Underpaid farmers consider Basic Payment Scheme appeals

Hundreds of farmers in England who believe they were underpaid BPS payments for 2015 are considering appeals, according to the NFU.

The Rural Payments Agency (RPA) said it had completed its reconciliation of 2015 Basic Payment Scheme (BPS) payments, which involved looking at 13,600 claims queries – and made top-up payments where necessary.

However, the NFU said hundreds of farmers, including many with common land, were questioning their settlements from BPS 2015 and many believed they have still been underpaid.

See also: BPS underpayment problems still not over, says audit office

Richard Wordsworth, the NFU’s senior BPS adviser, said: “A number of cases notified to the RPA earlier this year have not seen any additional payment or communication from the RPA to date.

“They cannot all be cases where no more money is due. 

“Added to this, a number of members have come forward stating the correction payment received from the RPA is not right.”

BPS 2015 underpaid or inaccurate – what to do?

The NFU said any farmer or landowner who believes the Rural Payments Agency (RPA) have not correctly adjusted their BPS 2015 payment should raise concerns with the RPA. 

The RPA has a formal complaints and appeals procedure available if a farmer is unhappy with a decision relating to their 2015 BPS payment.
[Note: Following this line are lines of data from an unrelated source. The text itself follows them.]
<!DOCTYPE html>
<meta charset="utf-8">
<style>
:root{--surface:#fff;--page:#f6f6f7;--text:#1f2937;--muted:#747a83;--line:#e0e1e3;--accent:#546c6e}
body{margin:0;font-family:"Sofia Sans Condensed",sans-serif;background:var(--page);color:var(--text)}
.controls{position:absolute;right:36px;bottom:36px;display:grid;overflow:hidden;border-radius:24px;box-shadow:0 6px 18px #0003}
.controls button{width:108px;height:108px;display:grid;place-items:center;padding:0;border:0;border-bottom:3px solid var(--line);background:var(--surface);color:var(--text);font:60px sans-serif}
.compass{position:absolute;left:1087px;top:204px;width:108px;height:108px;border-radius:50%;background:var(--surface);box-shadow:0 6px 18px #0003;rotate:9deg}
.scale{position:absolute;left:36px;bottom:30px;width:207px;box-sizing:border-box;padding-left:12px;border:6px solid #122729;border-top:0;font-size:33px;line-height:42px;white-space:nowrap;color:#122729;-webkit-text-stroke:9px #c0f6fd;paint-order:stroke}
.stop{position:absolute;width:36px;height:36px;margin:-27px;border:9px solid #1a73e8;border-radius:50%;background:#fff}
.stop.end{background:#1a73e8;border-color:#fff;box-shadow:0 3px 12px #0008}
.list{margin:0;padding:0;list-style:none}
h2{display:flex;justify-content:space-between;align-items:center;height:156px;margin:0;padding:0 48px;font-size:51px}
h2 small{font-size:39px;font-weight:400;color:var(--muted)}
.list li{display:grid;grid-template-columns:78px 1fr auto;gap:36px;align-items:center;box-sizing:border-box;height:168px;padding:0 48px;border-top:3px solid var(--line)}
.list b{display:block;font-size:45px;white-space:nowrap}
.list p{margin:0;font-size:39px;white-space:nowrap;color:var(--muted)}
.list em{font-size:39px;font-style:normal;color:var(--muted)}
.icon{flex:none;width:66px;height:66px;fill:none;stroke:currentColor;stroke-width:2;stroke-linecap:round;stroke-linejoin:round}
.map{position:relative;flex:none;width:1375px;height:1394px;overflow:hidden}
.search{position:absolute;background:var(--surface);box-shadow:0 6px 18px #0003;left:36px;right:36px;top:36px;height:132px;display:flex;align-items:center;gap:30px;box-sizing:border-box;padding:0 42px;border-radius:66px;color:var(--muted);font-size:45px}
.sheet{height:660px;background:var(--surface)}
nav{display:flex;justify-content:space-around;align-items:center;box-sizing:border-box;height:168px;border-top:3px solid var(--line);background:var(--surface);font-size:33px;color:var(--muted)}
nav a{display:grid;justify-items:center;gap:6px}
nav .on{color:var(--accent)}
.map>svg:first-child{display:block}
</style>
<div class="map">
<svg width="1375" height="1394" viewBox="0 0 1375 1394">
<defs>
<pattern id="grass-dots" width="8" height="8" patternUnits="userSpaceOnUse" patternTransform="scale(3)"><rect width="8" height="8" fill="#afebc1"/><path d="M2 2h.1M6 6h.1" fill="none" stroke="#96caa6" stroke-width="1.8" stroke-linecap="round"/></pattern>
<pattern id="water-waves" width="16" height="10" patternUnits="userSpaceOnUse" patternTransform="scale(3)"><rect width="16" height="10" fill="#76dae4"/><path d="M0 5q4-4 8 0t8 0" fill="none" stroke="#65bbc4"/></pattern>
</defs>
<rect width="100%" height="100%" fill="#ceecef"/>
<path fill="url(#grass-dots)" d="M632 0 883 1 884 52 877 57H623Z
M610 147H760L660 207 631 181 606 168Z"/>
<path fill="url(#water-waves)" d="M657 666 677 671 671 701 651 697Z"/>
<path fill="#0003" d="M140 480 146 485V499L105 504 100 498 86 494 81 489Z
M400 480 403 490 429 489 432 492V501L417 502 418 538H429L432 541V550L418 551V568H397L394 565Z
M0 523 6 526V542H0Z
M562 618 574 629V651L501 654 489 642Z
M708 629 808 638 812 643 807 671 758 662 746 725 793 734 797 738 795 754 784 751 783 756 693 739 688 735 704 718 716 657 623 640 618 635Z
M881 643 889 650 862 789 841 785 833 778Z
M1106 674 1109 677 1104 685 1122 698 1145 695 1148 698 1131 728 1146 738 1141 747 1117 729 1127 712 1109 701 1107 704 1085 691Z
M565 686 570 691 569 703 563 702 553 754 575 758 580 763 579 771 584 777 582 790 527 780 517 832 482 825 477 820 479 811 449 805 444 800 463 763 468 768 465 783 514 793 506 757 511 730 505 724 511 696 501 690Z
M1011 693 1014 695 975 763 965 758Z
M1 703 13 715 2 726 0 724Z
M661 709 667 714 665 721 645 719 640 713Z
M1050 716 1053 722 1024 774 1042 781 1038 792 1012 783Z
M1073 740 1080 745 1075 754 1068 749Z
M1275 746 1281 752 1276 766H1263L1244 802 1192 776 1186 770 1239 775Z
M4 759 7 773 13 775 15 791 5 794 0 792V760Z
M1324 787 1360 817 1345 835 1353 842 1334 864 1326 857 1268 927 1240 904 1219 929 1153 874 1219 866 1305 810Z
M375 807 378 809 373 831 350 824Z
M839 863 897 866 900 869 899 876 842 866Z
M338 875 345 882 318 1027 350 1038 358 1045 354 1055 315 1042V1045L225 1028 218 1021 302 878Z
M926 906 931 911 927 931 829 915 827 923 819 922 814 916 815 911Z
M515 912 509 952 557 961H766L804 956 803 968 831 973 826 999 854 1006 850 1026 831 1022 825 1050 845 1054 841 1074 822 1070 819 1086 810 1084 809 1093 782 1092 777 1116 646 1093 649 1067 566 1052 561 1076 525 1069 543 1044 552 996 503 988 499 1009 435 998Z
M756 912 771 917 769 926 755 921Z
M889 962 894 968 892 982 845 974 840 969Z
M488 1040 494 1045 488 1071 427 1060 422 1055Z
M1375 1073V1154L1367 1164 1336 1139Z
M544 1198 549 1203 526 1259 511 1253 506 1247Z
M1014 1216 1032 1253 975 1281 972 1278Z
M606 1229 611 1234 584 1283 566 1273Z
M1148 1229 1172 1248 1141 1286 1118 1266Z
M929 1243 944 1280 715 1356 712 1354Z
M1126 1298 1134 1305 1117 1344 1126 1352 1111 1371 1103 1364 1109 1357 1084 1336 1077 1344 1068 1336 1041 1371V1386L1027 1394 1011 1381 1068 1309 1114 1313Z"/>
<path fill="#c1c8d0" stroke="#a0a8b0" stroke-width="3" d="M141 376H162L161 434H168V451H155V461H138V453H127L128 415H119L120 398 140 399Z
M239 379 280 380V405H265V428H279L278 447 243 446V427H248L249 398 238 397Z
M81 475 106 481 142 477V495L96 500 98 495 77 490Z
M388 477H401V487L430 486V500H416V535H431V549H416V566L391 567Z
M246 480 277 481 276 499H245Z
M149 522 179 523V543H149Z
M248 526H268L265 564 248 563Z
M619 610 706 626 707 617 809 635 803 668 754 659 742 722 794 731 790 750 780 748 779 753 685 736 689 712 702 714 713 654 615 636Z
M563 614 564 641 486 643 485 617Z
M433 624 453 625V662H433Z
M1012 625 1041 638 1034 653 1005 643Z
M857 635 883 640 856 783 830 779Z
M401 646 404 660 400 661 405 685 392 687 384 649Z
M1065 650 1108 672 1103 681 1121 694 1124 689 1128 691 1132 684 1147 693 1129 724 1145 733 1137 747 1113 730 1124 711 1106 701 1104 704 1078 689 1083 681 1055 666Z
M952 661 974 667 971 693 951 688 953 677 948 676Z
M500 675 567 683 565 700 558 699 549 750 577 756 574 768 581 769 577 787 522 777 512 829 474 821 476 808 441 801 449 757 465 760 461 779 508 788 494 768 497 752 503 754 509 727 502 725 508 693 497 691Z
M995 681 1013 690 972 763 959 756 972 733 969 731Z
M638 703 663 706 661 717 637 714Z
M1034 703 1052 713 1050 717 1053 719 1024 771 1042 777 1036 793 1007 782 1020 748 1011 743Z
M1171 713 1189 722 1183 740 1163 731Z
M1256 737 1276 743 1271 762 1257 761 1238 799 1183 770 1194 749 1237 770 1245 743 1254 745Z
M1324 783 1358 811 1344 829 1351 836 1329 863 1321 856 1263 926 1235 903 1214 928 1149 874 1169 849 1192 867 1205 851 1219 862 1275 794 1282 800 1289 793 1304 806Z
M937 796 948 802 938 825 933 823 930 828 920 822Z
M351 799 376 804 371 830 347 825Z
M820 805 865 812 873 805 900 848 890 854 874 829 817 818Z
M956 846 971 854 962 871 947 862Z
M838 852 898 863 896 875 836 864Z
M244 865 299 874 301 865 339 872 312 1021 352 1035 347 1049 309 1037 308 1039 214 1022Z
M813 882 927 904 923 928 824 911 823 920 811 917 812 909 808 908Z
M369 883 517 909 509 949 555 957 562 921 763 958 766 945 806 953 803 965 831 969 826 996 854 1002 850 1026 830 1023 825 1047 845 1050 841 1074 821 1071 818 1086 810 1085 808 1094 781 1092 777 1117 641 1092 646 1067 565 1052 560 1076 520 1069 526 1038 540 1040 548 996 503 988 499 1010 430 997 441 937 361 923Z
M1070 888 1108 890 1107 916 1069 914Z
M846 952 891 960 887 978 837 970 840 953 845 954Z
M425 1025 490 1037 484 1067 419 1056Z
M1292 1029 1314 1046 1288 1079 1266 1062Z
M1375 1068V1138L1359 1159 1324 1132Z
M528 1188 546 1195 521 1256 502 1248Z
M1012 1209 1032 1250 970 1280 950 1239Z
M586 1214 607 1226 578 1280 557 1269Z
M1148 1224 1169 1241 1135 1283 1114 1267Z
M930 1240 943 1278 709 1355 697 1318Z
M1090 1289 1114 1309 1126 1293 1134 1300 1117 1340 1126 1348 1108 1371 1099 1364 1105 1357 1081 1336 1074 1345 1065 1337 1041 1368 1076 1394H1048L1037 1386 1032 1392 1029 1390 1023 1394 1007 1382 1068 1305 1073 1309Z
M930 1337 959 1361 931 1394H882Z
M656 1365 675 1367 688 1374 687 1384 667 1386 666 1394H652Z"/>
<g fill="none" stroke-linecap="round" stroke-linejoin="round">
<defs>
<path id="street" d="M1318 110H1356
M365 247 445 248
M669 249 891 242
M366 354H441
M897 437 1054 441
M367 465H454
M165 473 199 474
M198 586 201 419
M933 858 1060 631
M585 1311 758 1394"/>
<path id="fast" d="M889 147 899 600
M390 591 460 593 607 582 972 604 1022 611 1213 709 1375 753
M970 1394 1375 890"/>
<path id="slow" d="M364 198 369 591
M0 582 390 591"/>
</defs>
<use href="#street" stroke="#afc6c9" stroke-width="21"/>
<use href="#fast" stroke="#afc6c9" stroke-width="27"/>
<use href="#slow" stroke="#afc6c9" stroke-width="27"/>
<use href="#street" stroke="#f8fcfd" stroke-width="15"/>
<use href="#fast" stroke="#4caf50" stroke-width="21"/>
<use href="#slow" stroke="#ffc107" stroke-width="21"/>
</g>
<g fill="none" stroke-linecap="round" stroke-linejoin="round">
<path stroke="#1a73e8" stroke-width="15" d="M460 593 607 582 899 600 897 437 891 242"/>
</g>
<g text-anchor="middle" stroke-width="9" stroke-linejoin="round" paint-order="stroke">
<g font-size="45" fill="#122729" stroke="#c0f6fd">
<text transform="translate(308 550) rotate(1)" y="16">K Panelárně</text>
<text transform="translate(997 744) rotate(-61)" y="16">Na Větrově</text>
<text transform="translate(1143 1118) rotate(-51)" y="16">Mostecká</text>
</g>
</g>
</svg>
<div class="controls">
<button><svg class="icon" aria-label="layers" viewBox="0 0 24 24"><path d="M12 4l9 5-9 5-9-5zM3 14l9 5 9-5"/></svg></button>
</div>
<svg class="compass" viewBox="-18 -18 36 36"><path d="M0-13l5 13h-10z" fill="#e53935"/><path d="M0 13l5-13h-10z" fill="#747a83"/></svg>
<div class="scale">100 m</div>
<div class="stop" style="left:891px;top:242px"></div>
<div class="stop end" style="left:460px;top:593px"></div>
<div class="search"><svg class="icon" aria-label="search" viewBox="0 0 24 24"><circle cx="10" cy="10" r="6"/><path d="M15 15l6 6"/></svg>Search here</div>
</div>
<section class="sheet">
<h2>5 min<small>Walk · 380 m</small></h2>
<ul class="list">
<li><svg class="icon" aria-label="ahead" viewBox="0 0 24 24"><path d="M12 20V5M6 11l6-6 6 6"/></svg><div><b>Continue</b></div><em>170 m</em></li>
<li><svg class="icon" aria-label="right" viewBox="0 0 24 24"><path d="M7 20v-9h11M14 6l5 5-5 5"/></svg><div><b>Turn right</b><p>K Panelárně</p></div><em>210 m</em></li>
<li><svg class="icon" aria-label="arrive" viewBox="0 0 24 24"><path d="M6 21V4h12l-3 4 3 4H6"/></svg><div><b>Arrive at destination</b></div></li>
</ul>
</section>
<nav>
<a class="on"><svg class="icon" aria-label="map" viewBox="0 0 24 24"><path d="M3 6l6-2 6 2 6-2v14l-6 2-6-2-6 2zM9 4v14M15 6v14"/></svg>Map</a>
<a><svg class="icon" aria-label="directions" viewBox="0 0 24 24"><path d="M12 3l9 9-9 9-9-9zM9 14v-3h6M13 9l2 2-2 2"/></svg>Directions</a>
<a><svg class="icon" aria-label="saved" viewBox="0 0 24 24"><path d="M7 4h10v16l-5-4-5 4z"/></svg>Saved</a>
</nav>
Details can be found at GOV.UK/rpa.

Charity Aid

Farmers who are suffering cashflow problems can seek help and advice from he Farming Community Network. The charity’s number is 03000 111 999 (7am to 11pm every day) or contact chris@fcn.org.uk

NFU vice-president Guy Smith said he was concerned the RPA may not have enough resource to carry out all the work piling up as well as meet its target of paying 90% of farmers their BPS 2016 payment in December. 

A recent report by the National Audit Office, the government’s spending watchdog, highlighted concerns that the RPA had made no commitment to deliver accurate payments for BPS 2016.

“Are uncorrected 2015 issues going to rear their head again when 2016 payments start to be made? That is a concern for me,” said Mr Smith.

Bridging payments plea

Therefore, the NFU has called for bridging payments for the estimated 10% of farmers who will not be paid their farm subsidy in December to ease the pressure on businesses’ cashflow.

Mr Smith said: “What they [farmers] need now is clear guidance from the RPA as to whether they should immediately trigger the formal complaints and appeals procedure.

“Many of them also need greater clarity on why they have been paid the amount they have received.”

An RPA spokesman said: “If a farmer thinks they have been underpaid they should put this in writing to us, so we can investigate.

“The RPA has the resource it needs and is focused on paying 90% of eligible BPS 2016 claims by the end of December.”

Missing payments and no paperwork

Stephen Watkins, Sheepcote Farm, Severn Stoke, Worcestershire

Stephen Watkins

Stephen Watkins

Stephen Watkins believes the Rural Payments Agency (RPA) still owes him more than £1,100 for his 2015 BPS claim.

Mr Watkins said his farm was subject to an Entry Level Scheme inspection in September 2015, but he estimates about 17.5ha was missed off his first payment.

“I received most of the money in May, but I thought it wasn’t right,” he explained.

“Then I received another £680 in early September. It just dropped into my bank account, but there was no paperwork to explain the payment.”

Mr Watkins said he did not know why the RPA had not paid him the remainder. 

“I phoned the RPA helpline and they told me the inspector said there were no issues. I can’t understand why they are withholding the last £1,100.”